Author Provided Copy

Publisher: Page Publishing

Released: June 30th 2015

Genre: Suspense, Thriller

Length: 204 pages

Format: eBook, Paperback, Hardcover

Author Links:

Puplisher link


Buy Links:

Amazon | iBooks | Kobo


As an actor, Danny Belson has played many criminal types, but as the prisoner transport bus pulls out of the LA county jail, the realization of his conviction overwhelms him. The irony is that only six months ago he taught an acting workshop at the same institution he is now going to be incarcerated in. Danny had been chosen to take part in California's answer to New Jersey's highly acclaimed “Scared Straight” by actually working with the inmates of the Medium Security Federal Prison in Lompoc. In his short stay, Danny made some interesting friends as well as unforgiving enemies. Utilizing a groundbreaking format, Follow Danny as he goes from a care free beach volleyball loving, pool shooting, actor, who's only worry is knowing when his next audition will come, to a convicted murderer. Written using flashbacks, with no chapters, learn what a struggling actor goes through, and how, after his incarceration, Danny's life is turned INSIDE OUT

Five Boundless Stars

Inside out is a touching story written from point of view of the main character, Danny. Readers are taken on an emotional journey through the tragic experiences in his life. Danny is introduced to us as a young, struggling; but working, actor in LA. The decisions and consequences of his life take us on a roller coaster ride of love, empathy, and hate; for Danny and his unique group of friends.

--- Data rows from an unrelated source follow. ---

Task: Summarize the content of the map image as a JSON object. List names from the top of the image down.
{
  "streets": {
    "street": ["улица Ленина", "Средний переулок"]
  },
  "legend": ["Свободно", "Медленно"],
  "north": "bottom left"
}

If you like suspense, Inside Out is the book for you. Jack Kerney brilliantly writes to keep the reader's interest; it is extremely hard to put his book down. You will laugh, you will cry, you will become extremely upset, and you will even experience hate. Kearney’s writing effortlessly has the readers feel as if they’re with the characters. Inside Out not only gives a feeling of what it’s like to be on both the “inside” and “out”, but it also carries a deeper meaning as we experience what’s it’s like when the events of our lives, both positive and negative, emotionally turn us “inside out” within in minutes.

The only thing I would warn readers about is the graphic scenes; I would not recommend this book for younger readers. This should not be on the middle school summer reading list, and parents of high school students should read it first to determine if their child is mature enough to read it.